═══ INPUT ═══

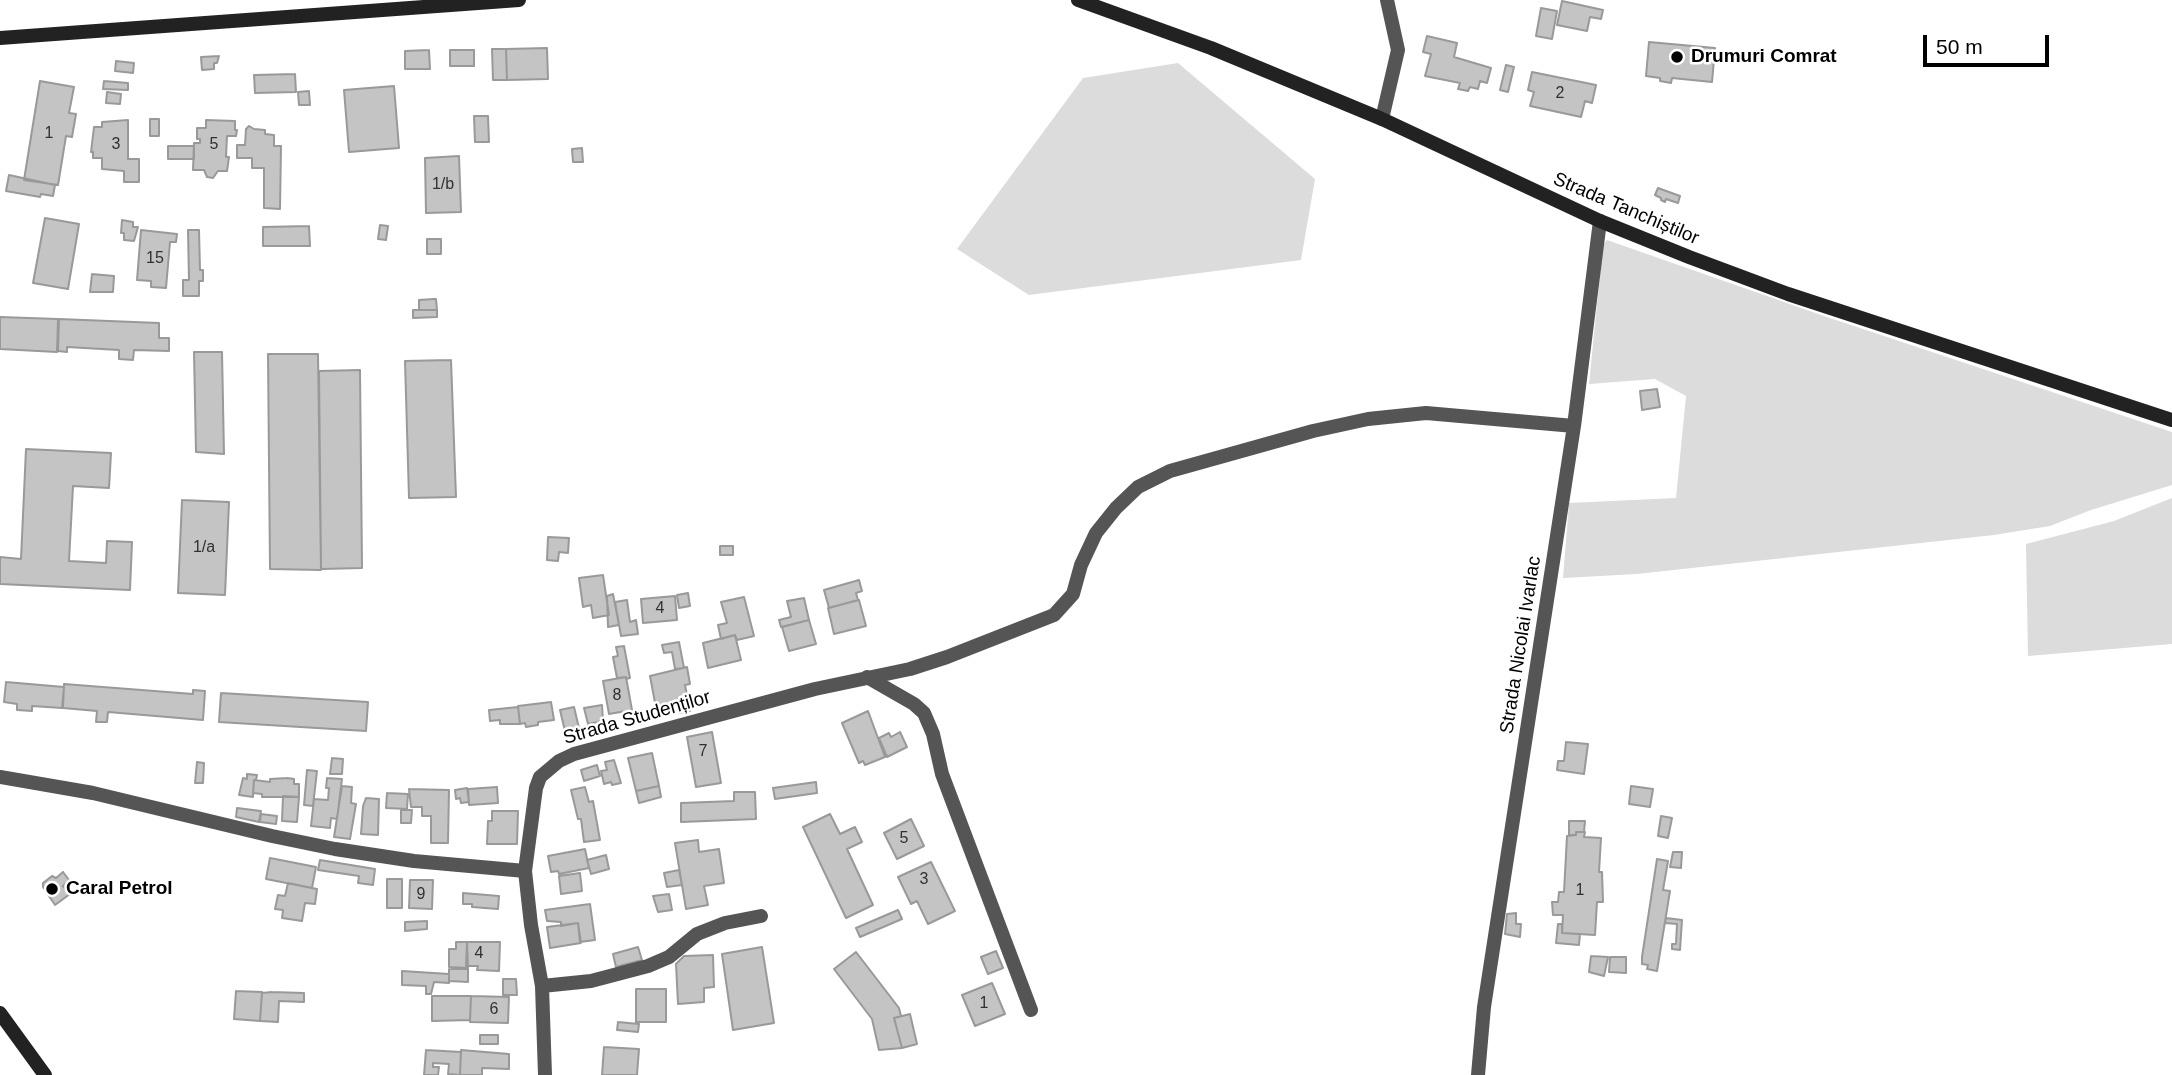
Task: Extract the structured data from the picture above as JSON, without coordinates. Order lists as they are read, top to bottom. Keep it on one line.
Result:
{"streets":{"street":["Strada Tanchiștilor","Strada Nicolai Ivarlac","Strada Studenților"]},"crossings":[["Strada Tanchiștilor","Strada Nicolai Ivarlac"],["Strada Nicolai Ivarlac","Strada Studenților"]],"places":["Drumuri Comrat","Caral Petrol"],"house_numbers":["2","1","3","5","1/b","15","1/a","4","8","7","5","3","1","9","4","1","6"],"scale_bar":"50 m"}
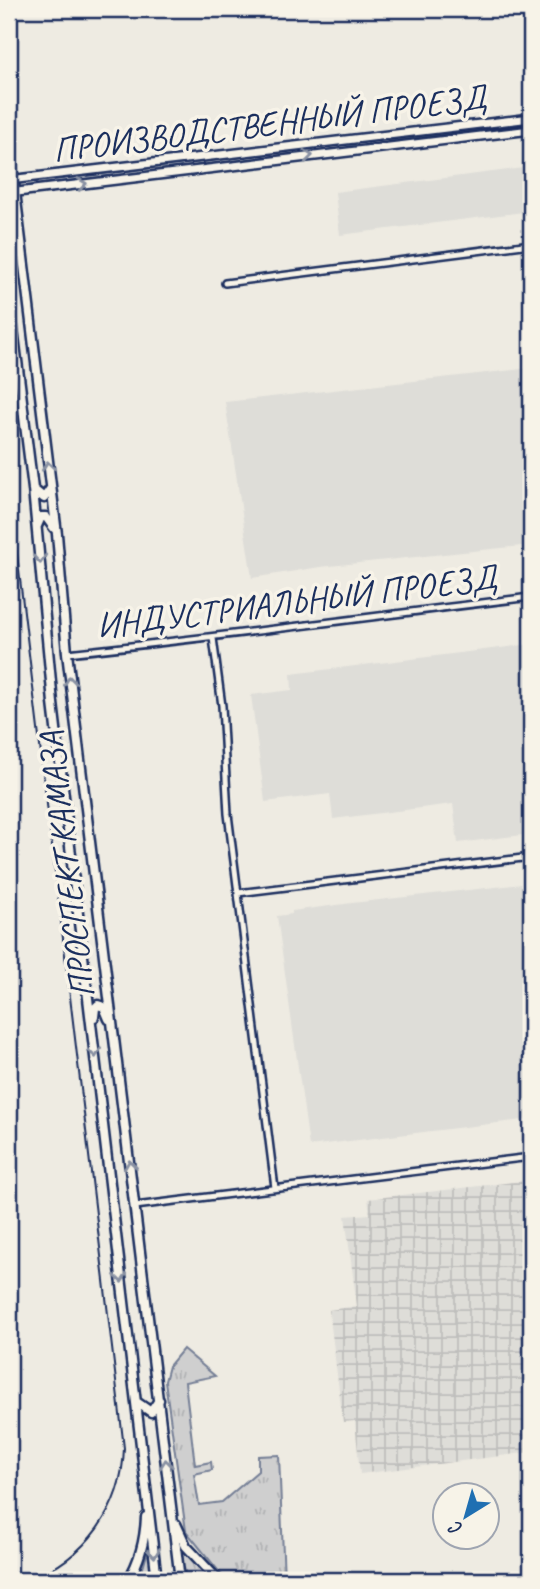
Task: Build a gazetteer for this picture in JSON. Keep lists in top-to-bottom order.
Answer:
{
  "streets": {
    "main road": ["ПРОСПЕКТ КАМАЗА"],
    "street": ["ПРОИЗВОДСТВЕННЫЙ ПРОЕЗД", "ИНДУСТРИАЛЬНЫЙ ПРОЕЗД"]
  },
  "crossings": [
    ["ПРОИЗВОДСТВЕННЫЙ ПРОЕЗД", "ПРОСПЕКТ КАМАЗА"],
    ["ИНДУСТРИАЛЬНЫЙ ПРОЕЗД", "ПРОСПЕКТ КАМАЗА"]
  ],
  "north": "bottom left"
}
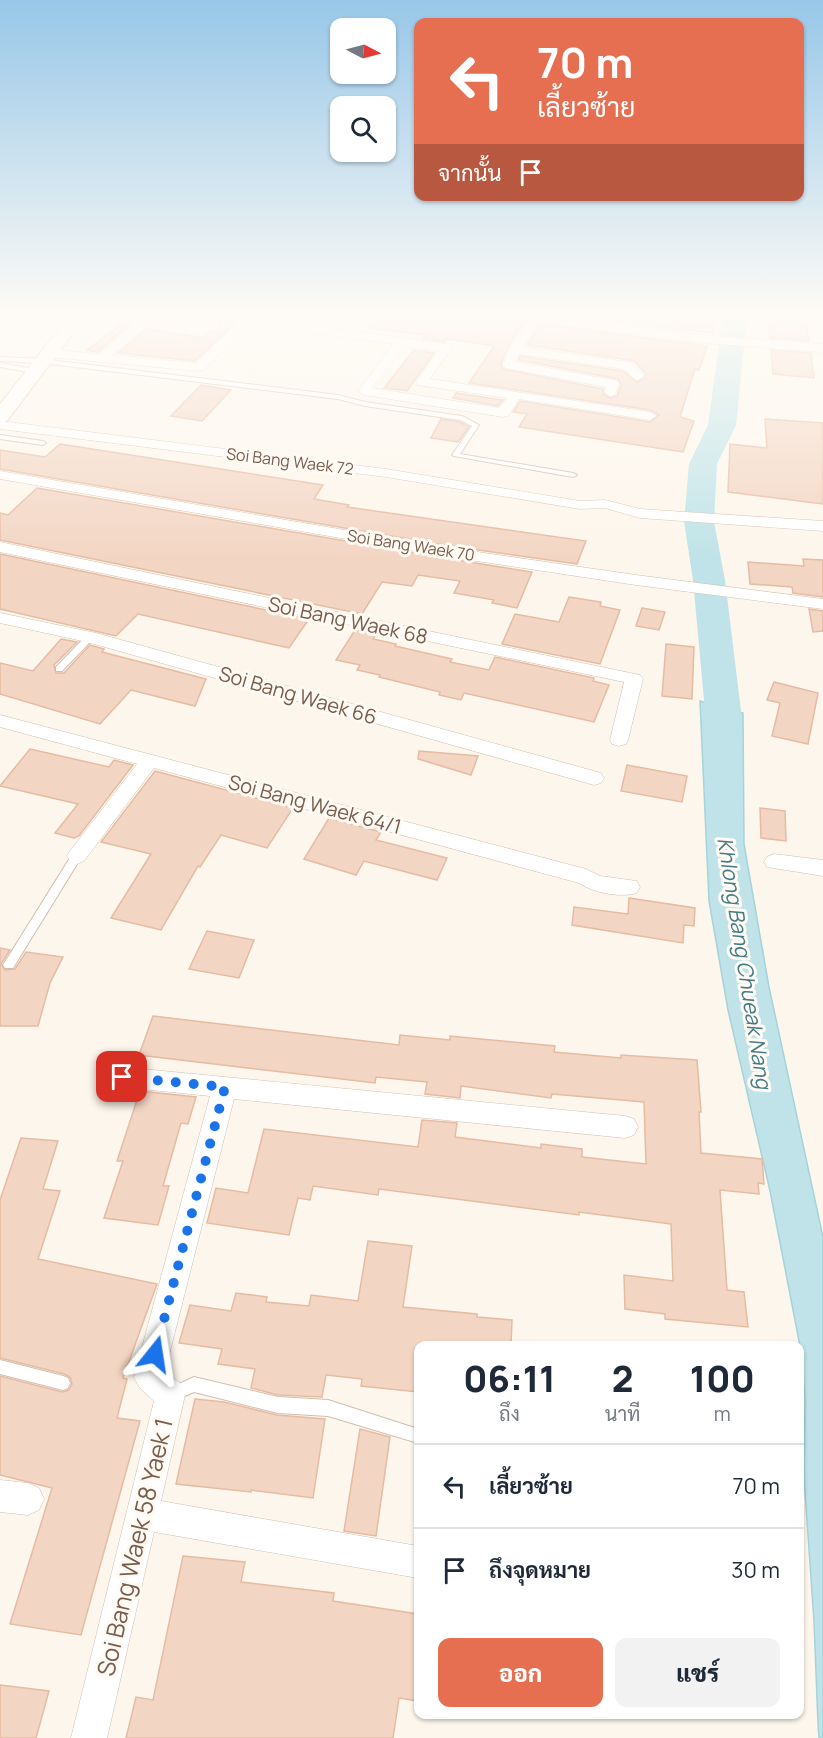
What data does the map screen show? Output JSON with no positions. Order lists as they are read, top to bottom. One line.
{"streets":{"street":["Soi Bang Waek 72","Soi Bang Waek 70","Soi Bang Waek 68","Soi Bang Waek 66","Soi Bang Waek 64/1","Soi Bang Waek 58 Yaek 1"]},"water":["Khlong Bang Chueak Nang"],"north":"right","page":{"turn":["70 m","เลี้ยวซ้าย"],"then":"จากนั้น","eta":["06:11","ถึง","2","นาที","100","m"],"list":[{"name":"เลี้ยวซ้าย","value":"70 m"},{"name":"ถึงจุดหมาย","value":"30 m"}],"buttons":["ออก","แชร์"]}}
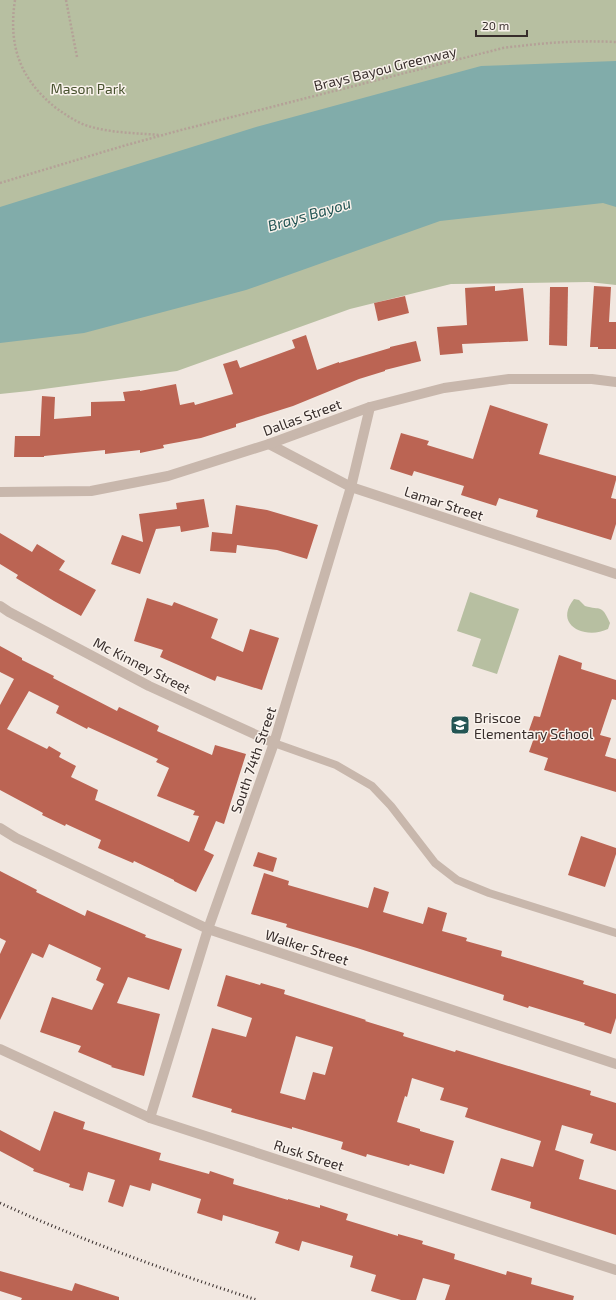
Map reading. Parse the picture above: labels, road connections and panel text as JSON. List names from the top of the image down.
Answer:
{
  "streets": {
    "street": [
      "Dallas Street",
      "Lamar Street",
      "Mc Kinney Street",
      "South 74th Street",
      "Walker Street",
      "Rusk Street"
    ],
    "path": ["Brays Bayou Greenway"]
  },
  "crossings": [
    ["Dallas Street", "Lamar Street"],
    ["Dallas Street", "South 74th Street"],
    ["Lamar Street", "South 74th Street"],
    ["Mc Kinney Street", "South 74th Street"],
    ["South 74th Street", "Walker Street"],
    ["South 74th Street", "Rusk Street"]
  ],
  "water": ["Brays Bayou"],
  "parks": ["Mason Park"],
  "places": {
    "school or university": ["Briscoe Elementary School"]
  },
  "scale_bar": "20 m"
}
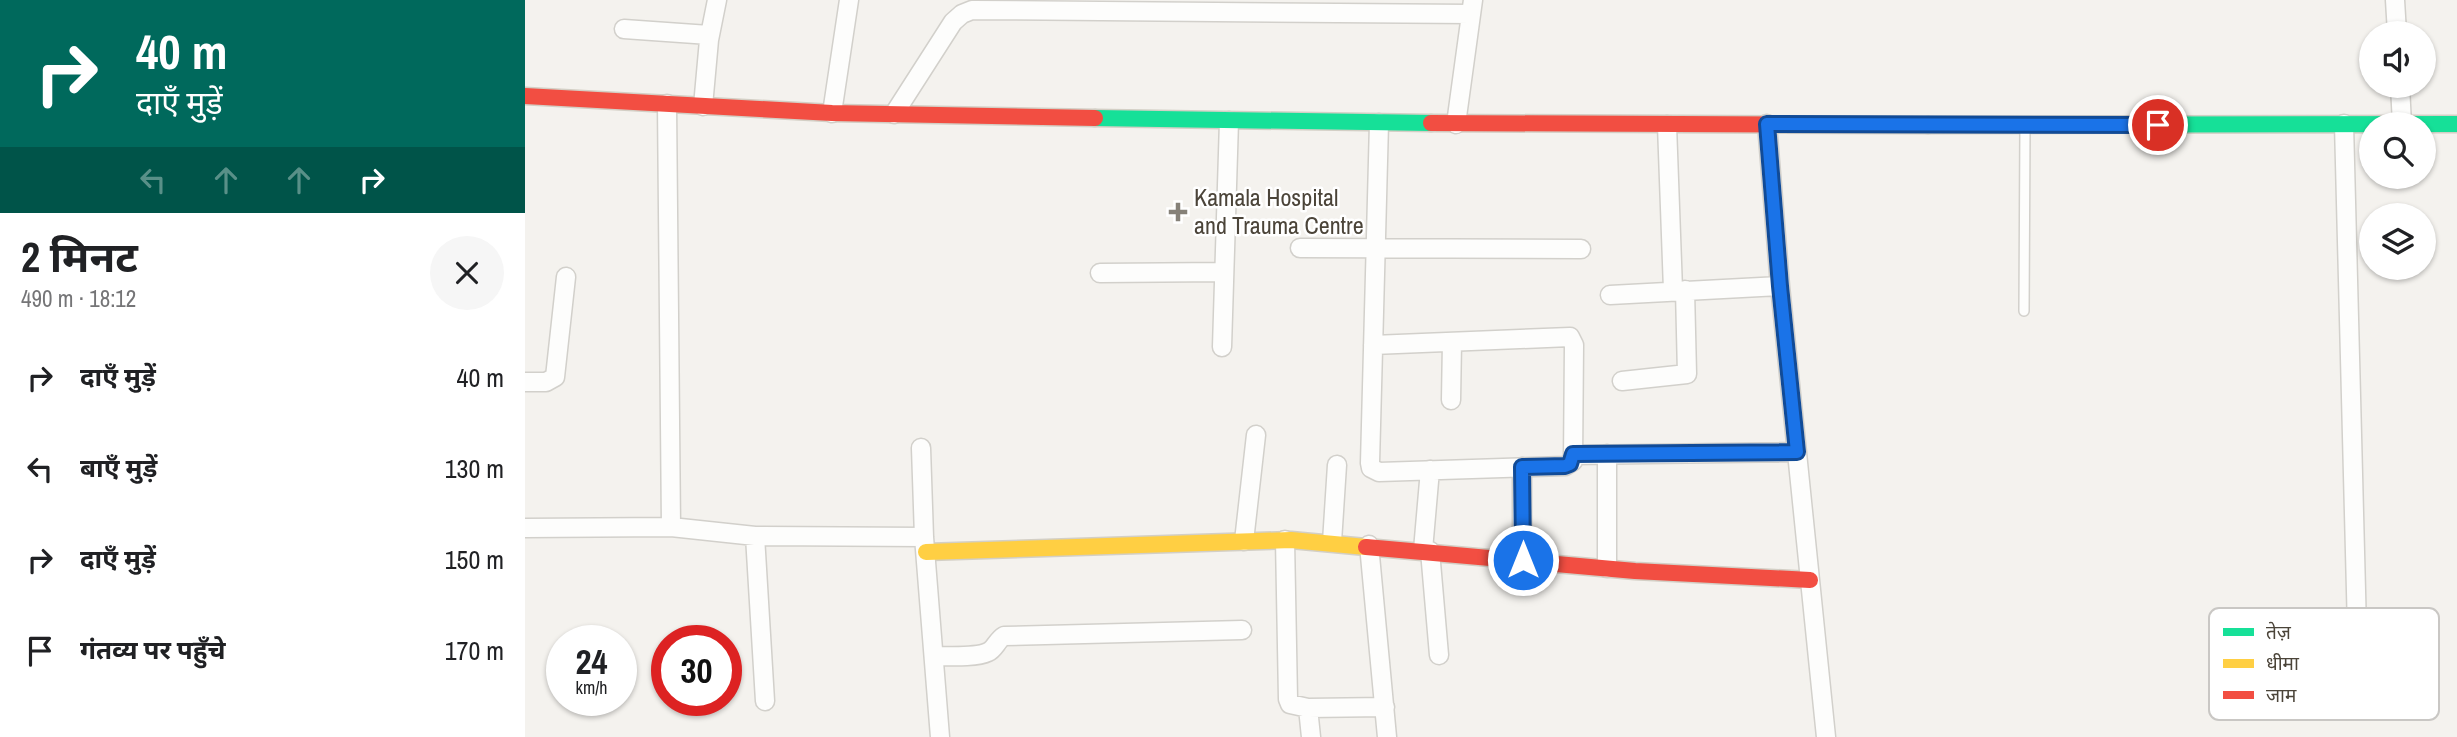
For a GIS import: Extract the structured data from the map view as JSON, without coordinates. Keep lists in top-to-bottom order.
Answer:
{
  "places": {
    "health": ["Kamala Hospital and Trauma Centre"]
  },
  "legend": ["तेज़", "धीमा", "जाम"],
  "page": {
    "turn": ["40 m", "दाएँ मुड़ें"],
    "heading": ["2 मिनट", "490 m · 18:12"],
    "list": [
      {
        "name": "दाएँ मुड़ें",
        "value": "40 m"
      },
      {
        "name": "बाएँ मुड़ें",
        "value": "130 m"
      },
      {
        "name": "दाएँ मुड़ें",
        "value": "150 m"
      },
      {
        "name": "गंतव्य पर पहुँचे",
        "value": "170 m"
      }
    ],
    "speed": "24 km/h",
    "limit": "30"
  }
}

═══

Your copy of the records must be exact and must contain no pictures.

Task: Extract the structured data from the picture above as JSON, without coordinates. Order lists as they are read, top to bottom. Keep it on one line.
Result:
{"streets":{"street":["Strada Tanchiștilor","Strada Nicolai Ivarlac","Strada Studenților"]},"crossings":[["Strada Tanchiștilor","Strada Nicolai Ivarlac"],["Strada Nicolai Ivarlac","Strada Studenților"]],"places":["Drumuri Comrat","Caral Petrol"],"house_numbers":["2","1","3","5","1/b","15","1/a","4","8","7","5","3","1","9","4","1","6"],"scale_bar":"50 m"}
Task: Build a gazetteer for this picture in JSON. Keep lists in top-to-bottom order.
Answer:
{
  "streets": {
    "main road": ["ПРОСПЕКТ КАМАЗА"],
    "street": ["ПРОИЗВОДСТВЕННЫЙ ПРОЕЗД", "ИНДУСТРИАЛЬНЫЙ ПРОЕЗД"]
  },
  "crossings": [
    ["ПРОИЗВОДСТВЕННЫЙ ПРОЕЗД", "ПРОСПЕКТ КАМАЗА"],
    ["ИНДУСТРИАЛЬНЫЙ ПРОЕЗД", "ПРОСПЕКТ КАМАЗА"]
  ],
  "north": "bottom left"
}
What data does the map screen show? Output JSON with no positions. Order lists as they are read, top to bottom. One line.
{"streets":{"street":["Soi Bang Waek 72","Soi Bang Waek 70","Soi Bang Waek 68","Soi Bang Waek 66","Soi Bang Waek 64/1","Soi Bang Waek 58 Yaek 1"]},"water":["Khlong Bang Chueak Nang"],"north":"right","page":{"turn":["70 m","เลี้ยวซ้าย"],"then":"จากนั้น","eta":["06:11","ถึง","2","นาที","100","m"],"list":[{"name":"เลี้ยวซ้าย","value":"70 m"},{"name":"ถึงจุดหมาย","value":"30 m"}],"buttons":["ออก","แชร์"]}}
Map reading. Parse the picture above: labels, road connections and panel text as JSON. List names from the top of the image down.
Answer:
{
  "streets": {
    "street": [
      "Dallas Street",
      "Lamar Street",
      "Mc Kinney Street",
      "South 74th Street",
      "Walker Street",
      "Rusk Street"
    ],
    "path": ["Brays Bayou Greenway"]
  },
  "crossings": [
    ["Dallas Street", "Lamar Street"],
    ["Dallas Street", "South 74th Street"],
    ["Lamar Street", "South 74th Street"],
    ["Mc Kinney Street", "South 74th Street"],
    ["South 74th Street", "Walker Street"],
    ["South 74th Street", "Rusk Street"]
  ],
  "water": ["Brays Bayou"],
  "parks": ["Mason Park"],
  "places": {
    "school or university": ["Briscoe Elementary School"]
  },
  "scale_bar": "20 m"
}
For a GIS import: Extract the structured data from the map view as JSON, without coordinates. Keep lists in top-to-bottom order.
Answer:
{
  "places": {
    "health": ["Kamala Hospital and Trauma Centre"]
  },
  "legend": ["तेज़", "धीमा", "जाम"],
  "page": {
    "turn": ["40 m", "दाएँ मुड़ें"],
    "heading": ["2 मिनट", "490 m · 18:12"],
    "list": [
      {
        "name": "दाएँ मुड़ें",
        "value": "40 m"
      },
      {
        "name": "बाएँ मुड़ें",
        "value": "130 m"
      },
      {
        "name": "दाएँ मुड़ें",
        "value": "150 m"
      },
      {
        "name": "गंतव्य पर पहुँचे",
        "value": "170 m"
      }
    ],
    "speed": "24 km/h",
    "limit": "30"
  }
}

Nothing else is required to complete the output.